As the article points out, the capability to scan things on devices is already deployed on huge swathes of devices in the from of virus scanners and content search indexing. All the photos on iPhones and many Android devices get scanned for text recognition now anyway. I'm sorry, but 'OMG scanning things" is a genie that got out of the bottle decades ago. So no, scanning content is not a dangerous new capability, it's an extensions of existing capabilities to a new use case.

Now arguably this is a further slip down that slope of on-device scanning, but it is not some new watershed moment where scanning is happening for the first time. Also we can see that the trend is not to repurpose existing scanning systems for new purposes. Virus scanning, search indexing, text recognition and now this are all separate mechanisms implemented and operating independently in task specific ways. The prediction that these mechanisms will be subverted for other purposes has not panned out.

The real issue is what is being scanned and why, and the implementation of this system.
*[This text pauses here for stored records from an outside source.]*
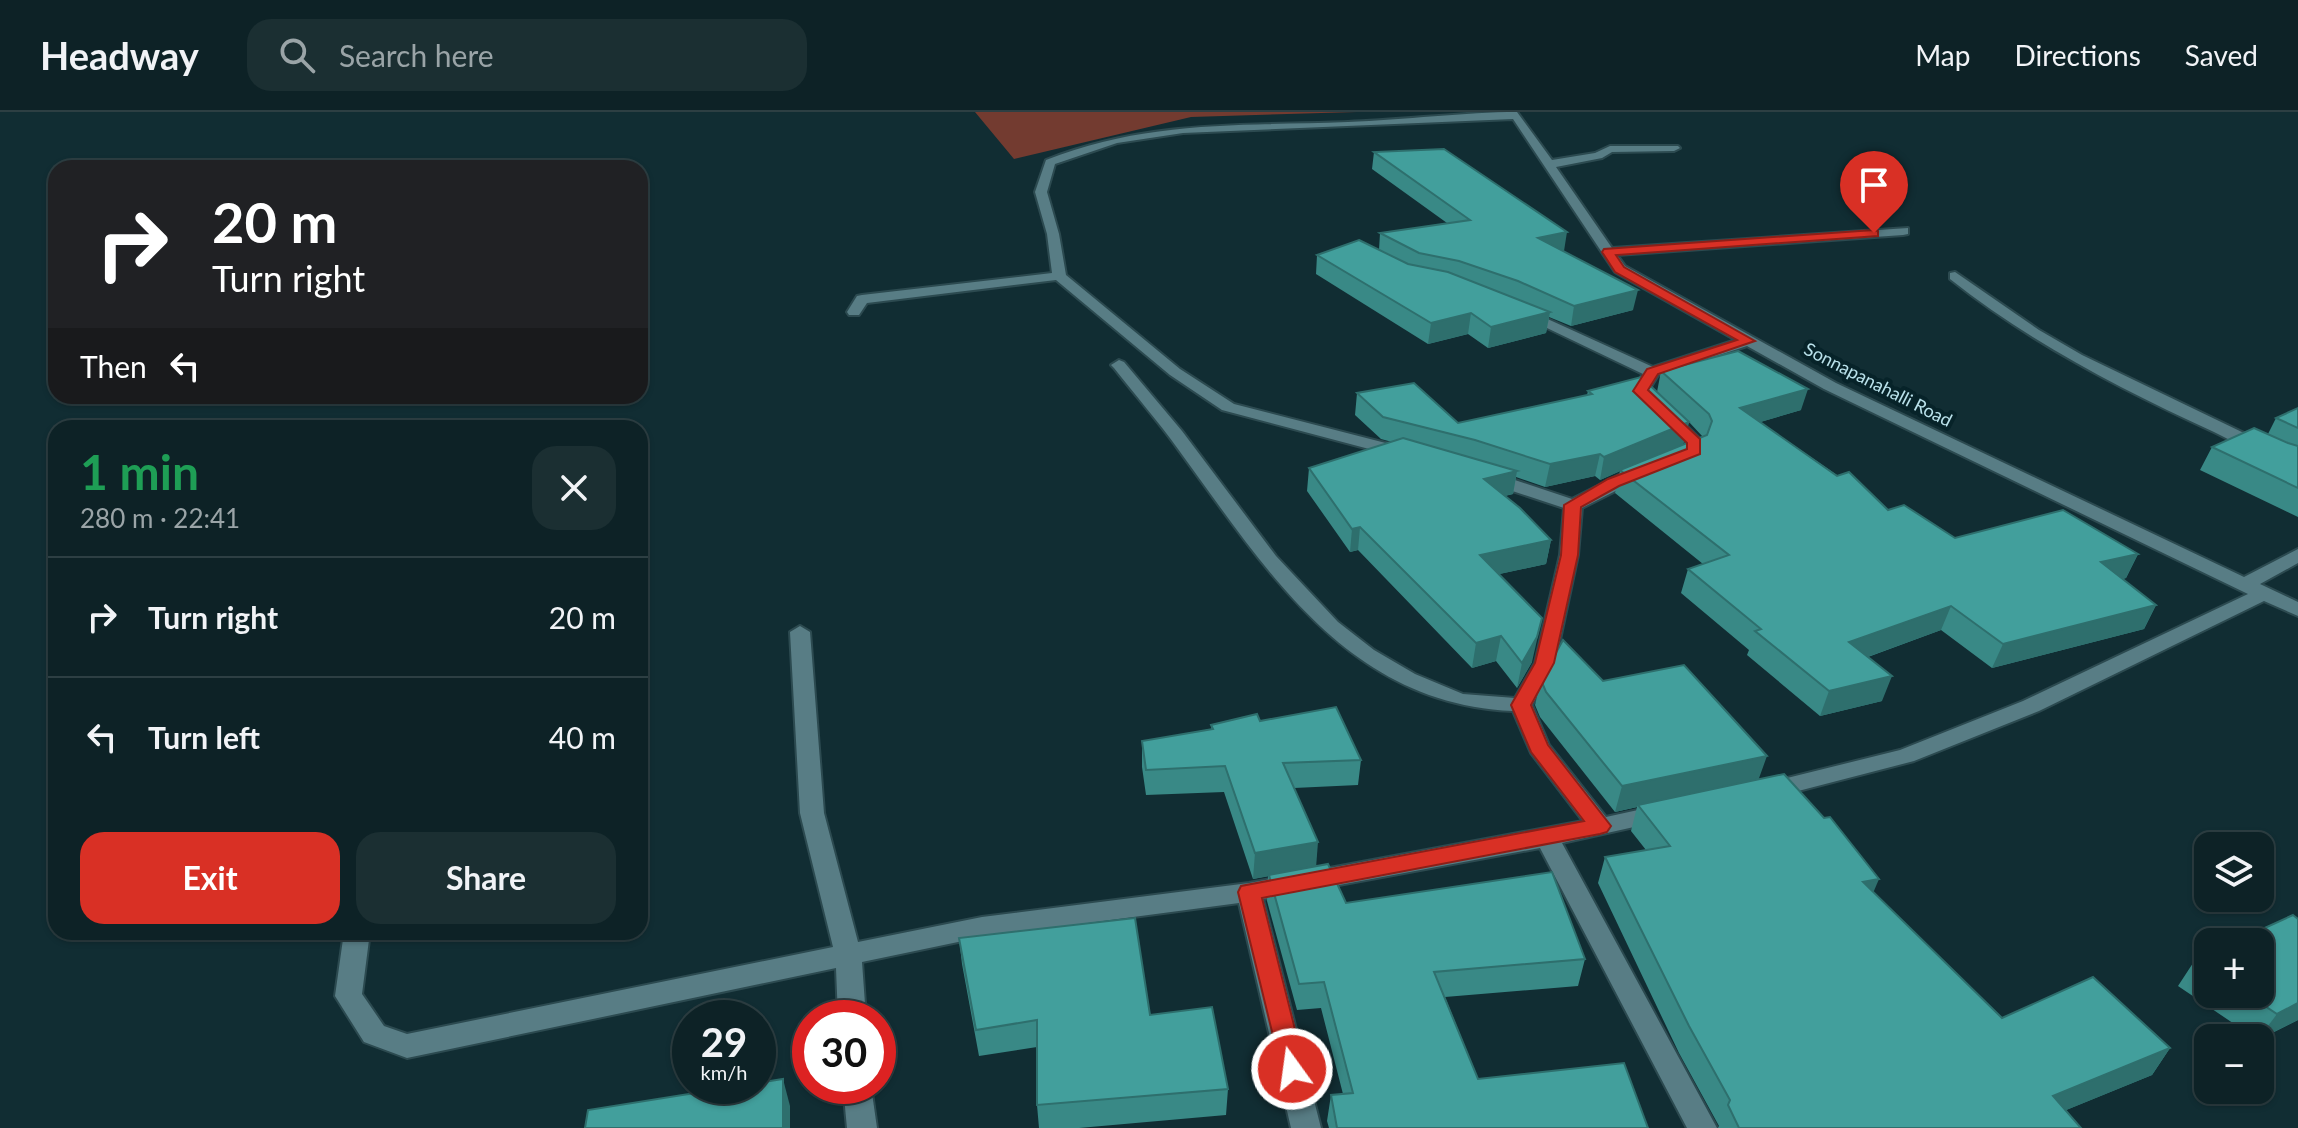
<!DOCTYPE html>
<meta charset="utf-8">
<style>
body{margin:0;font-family:Lato,sans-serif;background:#1b2f32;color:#f1f3f6;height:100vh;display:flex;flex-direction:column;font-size:30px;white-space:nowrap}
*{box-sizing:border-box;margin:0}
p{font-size:26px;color:#9aa4a7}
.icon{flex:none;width:44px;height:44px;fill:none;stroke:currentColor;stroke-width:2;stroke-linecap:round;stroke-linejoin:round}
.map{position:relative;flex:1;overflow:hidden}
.drawer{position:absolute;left:48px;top:308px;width:600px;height:520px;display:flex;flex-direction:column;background:#0d2226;border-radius:24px;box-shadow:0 2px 6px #0004,0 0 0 2px #2d3f43}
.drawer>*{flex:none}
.guide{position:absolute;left:48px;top:48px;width:600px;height:244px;border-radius:24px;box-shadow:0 2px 6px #0004,0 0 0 2px #2d3f43;background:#202124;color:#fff;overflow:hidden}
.fabs{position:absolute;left:2194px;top:720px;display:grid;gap:16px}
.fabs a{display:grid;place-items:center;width:80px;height:80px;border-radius:16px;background:#0d2226;box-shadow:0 2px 6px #0004,0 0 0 2px #2d3f43;font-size:40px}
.speed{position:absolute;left:672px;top:888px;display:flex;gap:16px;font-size:40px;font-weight:700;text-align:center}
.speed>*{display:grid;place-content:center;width:104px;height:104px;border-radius:50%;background:#0d2226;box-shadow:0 2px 6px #0004,0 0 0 2px #2d3f43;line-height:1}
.speed small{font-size:20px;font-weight:400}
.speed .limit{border:12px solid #d22;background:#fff;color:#111}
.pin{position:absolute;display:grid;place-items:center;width:68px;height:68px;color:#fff;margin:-82px -34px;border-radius:50% 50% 50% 0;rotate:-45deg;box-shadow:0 0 8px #0007}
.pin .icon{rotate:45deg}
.me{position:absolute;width:88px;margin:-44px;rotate:346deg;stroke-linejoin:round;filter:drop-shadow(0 0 6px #0008)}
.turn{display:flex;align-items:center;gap:28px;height:168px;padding:0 32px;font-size:36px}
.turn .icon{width:104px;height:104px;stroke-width:2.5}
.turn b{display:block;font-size:56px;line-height:68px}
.then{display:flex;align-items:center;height:76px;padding:0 32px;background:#0003;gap:16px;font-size:30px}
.round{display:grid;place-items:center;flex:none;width:84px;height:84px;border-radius:24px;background:#1b2f32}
.summary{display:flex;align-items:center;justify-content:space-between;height:136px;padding:0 32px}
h1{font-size:48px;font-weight:700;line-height:60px;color:#1e9e55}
.action{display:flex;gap:16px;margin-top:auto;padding:16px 32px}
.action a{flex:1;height:92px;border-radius:24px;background:#d93025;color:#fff;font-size:32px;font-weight:700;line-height:92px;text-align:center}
.action a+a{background:#1b2f32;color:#f1f3f6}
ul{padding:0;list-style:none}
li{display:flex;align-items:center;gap:24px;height:120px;padding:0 32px;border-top:2px solid #2d3f43}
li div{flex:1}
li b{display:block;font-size:30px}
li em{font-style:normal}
header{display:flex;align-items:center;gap:48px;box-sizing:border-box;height:112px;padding:0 40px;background:#0d2226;border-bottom:2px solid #2d3f43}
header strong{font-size:38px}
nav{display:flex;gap:44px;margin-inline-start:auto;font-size:28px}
.search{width:560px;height:72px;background:#1b2f32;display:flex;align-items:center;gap:20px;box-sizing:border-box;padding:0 28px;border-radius:24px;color:#9aa4a7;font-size:30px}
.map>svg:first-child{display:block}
.green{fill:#733b30}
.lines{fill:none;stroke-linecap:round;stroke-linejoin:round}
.minor-casing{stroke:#2c4a50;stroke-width:4}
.minor{fill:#587d85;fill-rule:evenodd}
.wall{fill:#398986;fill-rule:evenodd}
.shaded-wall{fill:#2e6f6d}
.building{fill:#429f9c;stroke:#2e6f6d;stroke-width:2}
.route{fill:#d93025;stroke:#8d1f18;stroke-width:2}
.labels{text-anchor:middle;stroke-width:8;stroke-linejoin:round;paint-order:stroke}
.far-street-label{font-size:18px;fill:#bae2eb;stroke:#072329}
</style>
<header>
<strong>Headway</strong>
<div class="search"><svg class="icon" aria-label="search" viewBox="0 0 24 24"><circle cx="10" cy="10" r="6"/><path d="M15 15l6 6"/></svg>Search here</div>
<nav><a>Map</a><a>Directions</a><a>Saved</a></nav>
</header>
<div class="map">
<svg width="2298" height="1016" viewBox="0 0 2298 1016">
<rect width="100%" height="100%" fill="#112d33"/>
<polygon class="green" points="975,0 1357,0 1191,5 1014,47"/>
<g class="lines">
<defs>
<g id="minor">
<path d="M1517,0l35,48 43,-7 15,-7h68l2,2 -6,3 -62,1 -10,6 -46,9 56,81 296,-20v6l-5,1 -286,20 8,11 211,117 408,194 54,-28v14l-38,21 38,18v14l-34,-15 -225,110 -125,50 -147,38 -8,-2 -4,-6 4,-6 141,-35 123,-49 225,-107 -424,-205 -77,-43 -89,29 -9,15 54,52 -3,13 -18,6 -6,-1 -3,-4 13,-8v-5l-53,-52 10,-17 -125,-60 7,-4 5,1 123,56 83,-27 -121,-68 -102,-153 -330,14 -66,10 -62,21 -8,28 12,42 7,41 114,94 54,35 175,45 2,4 -2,4 -6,1 -181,-48 -52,-35 -114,-95 -189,23 -8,12h-10l-2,-3 10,-16 5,-1 190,-22 -5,-39 -12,-42 11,-32c101,-40 196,-34 302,-38 56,-2 118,-10 169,-10z"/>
<path d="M1955,160l84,58 43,25 216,104v11c-28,-7 -57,-25 -84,-38 -94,-43 -183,-89 -264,-153v-6z"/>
<path d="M1119,248l5,2 58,69 94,125 62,66 36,28 41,24 48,20 52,4 20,-35 25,-108 4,-47 -79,-26 -3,-4 3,-4h12l75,25 63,-32h12l3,4 -3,4 -65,33 -4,47 -23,108 -23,42 17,40 57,72 55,-12 8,2 4,6 -4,6 -8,2 -99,22 155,285h-30l-147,-280 -277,51 58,229h-30l-52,-225 -257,34 -120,25 4,56h-28l-2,-50 -429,90 -43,-16 -29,-46 9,-64h26l-8,62 22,32 23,8 426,-87 -33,-134 -10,-181 10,-6 10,6 14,181 34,129 124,-25 267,-34 334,-62 -52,-68 -18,-42c-166,-7 -247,-142 -335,-262 -20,-28 -43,-54 -64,-81l-3,-3z"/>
<polygon points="843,974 871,974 877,1016 847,1016"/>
</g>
</defs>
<use href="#minor" class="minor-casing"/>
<use href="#minor" class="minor"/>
</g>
<g class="wall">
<polygon points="1374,40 1564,139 1633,198 1571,214 1549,205 1546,221 1488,236 1468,222 1428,232 1316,162 1317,143 1379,138 1380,121 1447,111 1372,57"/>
<path d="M1661,259l140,39 -41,12 128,88 67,28 183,16 -12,24 -3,1 33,26 -12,24 -152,39 -51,-38 -73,27 14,44 -62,15 -73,-61 2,-5 -68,-57 7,-24 15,-5 -88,-71 5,-22 -20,9 -5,-4 -50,11 -29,-10 -3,17 -8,2 46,44 -5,24 -47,10 33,88 -15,26 -21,-27 -24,7 -114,-118 -8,2 -43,-61 2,-23 83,-26 -11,-3 -26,-24 2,-22 101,30 129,-28 1,-4 69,1zM1689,310l14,15 -43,17 23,-10z"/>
<polygon points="2298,296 2298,405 2200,358 2212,335 2268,322 2276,306"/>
<polygon points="1541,568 1603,569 1758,668 2002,906 2170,936 2152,963 2066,998 2081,1016 1718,1016 1719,1014 1679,941 1598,771 1605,745 1646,738 1631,719 1637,695 1615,700 1540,605 1535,593"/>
<polygon points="1260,609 1361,648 1358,673 1294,676 1316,755 1346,791 1585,847 1578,874 1445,885 1478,967 1648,1016 1329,1016 1327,1009 1331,983 1343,982 1321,896 1297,898 1267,789 1268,764 1253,767 1224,680 1146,683 1142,655 1142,629 1211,617 1211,613"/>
<polygon points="959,826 1150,903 1228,977 1226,1003 1079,1016 1039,1016 1037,993 1037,935 979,944 962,852"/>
<polygon points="2208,842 2208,882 2260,882 2298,908 2260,927 2255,926 2178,874 2195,848"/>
</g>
<g class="shaded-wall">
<polygon points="1567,120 1564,139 1538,126"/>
<polygon points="1638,178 1633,198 1571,214 1574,194"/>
<polygon points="1550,200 1546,221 1488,236 1491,215"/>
<polygon points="1471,201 1468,222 1428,232 1431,211"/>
<polygon points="1808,277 1801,298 1734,318 1740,296"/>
<polygon points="1689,310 1683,332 1600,368 1604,345"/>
<polygon points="1600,342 1595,364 1545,375 1550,352"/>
<polygon points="1517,359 1513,382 1480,389 1484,367"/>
<polygon points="1360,415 1358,438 1350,440 1352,417"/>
<polygon points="1551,428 1546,452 1477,467 1480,443"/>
<polygon points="2138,442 2126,466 2090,474 2101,450"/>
<polygon points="2156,493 2144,517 1992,556 2003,532"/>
<polygon points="1951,494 1941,518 1840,555 1849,530"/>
<polygon points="1542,506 1532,550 1517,576 1522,551"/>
<polygon points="1501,524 1496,549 1472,556 1476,531"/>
<polygon points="1892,564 1882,589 1820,604 1829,579"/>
<polygon points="1767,644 1758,669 1638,693 1637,695 1615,700 1622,674"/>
<polygon points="1318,730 1316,756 1253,767 1255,741"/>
<polygon points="1879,767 1868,793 1863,770"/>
<polygon points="2298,891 2298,908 2260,927 2259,926 2277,902"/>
<polygon points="2170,936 2152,963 2037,1010 2053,984"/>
<polygon points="783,967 790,994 790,1016 783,1016"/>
</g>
<g class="building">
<polygon points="1444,37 1567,120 1538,126 1638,178 1574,194 1518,169 1459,149 1419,141 1380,121 1470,108 1374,40"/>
<polygon points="1359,128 1408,152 1448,160 1550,200 1491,215 1471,201 1431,211 1317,143"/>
<polygon points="1738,239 1808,277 1740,296 1837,364 1849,360 1888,398 1904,393 1955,426 2063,398 2138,442 2101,450 2156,493 2003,532 1951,494 1849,530 1892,564 1829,579 1755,519 1761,517 1688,457 1729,443 1620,358 1707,323 1712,309 1709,302 1661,259"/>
<polygon points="1641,265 1689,310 1604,345 1600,342 1550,352 1475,328 1383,305 1357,281 1414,271 1458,311 1592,282 1588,279"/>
<polygon points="2298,296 2298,316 2276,306"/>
<polygon points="2254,316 2288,331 2298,334 2298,376 2212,335"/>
<polygon points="1403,326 1517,359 1484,367 1520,396 1551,428 1480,443 1542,506 1537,525 1522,551 1501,524 1476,531 1360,415 1352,417 1309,356"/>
<polygon points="1563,528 1603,569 1684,553 1767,644 1622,674 1546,580 1541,568"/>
<polygon points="1336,595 1361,648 1283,651 1318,730 1255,741 1225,654 1146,658 1142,629 1213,617 1211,613 1257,602 1260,609"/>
<polygon points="1784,662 1824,706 1830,705 1879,767 1863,770 2002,906 2093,865 2170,936 2053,984 2081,1016 1739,1016 1728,993 1730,988 1689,914 1605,745 1670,734 1638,693"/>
<polygon points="1328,752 1346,791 1552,760 1585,847 1434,860 1478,967 1624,951 1648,1016 1337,1016 1331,983 1353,981 1324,870 1299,872 1269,763"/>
<polygon points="2293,803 2298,807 2298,891 2277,902 2247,882 2260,882 2260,830 2234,830"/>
<polygon points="1135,806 1150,903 1212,895 1228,977 1037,993 1037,908 976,918 959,826"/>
<polygon points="2208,842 2208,857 2195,848"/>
<polygon points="783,967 783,1016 585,1016 588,998 739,974 758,974 758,971"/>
</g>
<polygon class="route" points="1874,118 1878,119 1878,124 1616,143 1624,155 1755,229 1658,262 1648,278 1700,327 1700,342 1619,374 1581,395 1578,443 1554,551 1531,593 1548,633 1611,714 1607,720 1600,722 1262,786 1305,957 1301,965 1292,968 1283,965 1238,780 1241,774 1584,709 1531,640 1511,593 1535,551 1561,443 1564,393 1608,367 1687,337 1687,331 1633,279 1647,257 1737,228 1615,160 1602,140 1604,137"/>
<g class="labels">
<g class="far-street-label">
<text transform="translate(1878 273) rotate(27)" y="6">Sonnapanahalli Road</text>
</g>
</g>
</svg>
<div class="fabs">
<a><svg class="icon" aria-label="layers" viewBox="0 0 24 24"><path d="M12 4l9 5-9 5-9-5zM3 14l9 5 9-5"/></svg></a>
<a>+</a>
<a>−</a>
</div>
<div class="speed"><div>29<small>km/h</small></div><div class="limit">30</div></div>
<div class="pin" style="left:1874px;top:121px;background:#d93025"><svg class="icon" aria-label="arrive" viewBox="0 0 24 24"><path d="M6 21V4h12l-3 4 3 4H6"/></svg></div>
<svg class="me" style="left:1292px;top:957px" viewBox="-20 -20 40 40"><circle r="17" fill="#d93025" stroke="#fff" stroke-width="3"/><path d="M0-11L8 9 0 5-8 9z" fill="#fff"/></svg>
<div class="guide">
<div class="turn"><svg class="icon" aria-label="right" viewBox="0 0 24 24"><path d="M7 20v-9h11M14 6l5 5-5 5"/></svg><div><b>20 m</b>Turn right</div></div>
<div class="then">Then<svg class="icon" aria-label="left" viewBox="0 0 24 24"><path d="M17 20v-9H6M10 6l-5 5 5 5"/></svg></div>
</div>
<section class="drawer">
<div class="summary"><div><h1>1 min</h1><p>280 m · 22:41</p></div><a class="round"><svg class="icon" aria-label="close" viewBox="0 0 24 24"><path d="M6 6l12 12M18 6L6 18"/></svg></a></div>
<ul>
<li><svg class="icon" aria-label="right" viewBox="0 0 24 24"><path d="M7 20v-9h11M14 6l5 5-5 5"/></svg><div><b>Turn right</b></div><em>20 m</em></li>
<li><svg class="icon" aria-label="left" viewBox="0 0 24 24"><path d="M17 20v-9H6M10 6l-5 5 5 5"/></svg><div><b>Turn left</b></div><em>40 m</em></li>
</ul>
<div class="action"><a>Exit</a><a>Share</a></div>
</section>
</div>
That's the topic we need to focus on.



> As the article points out, the capability to scan things on devices is already deployed on huge swathes of devices in the from of virus scanners and content search indexing.

that's a ridiculous counterpoint. 1) no iphone has AV 2) AV and content indexing don't secretly contact the feds.

adding a new "background service that sometimes contacts the US government" is a big privacy regression.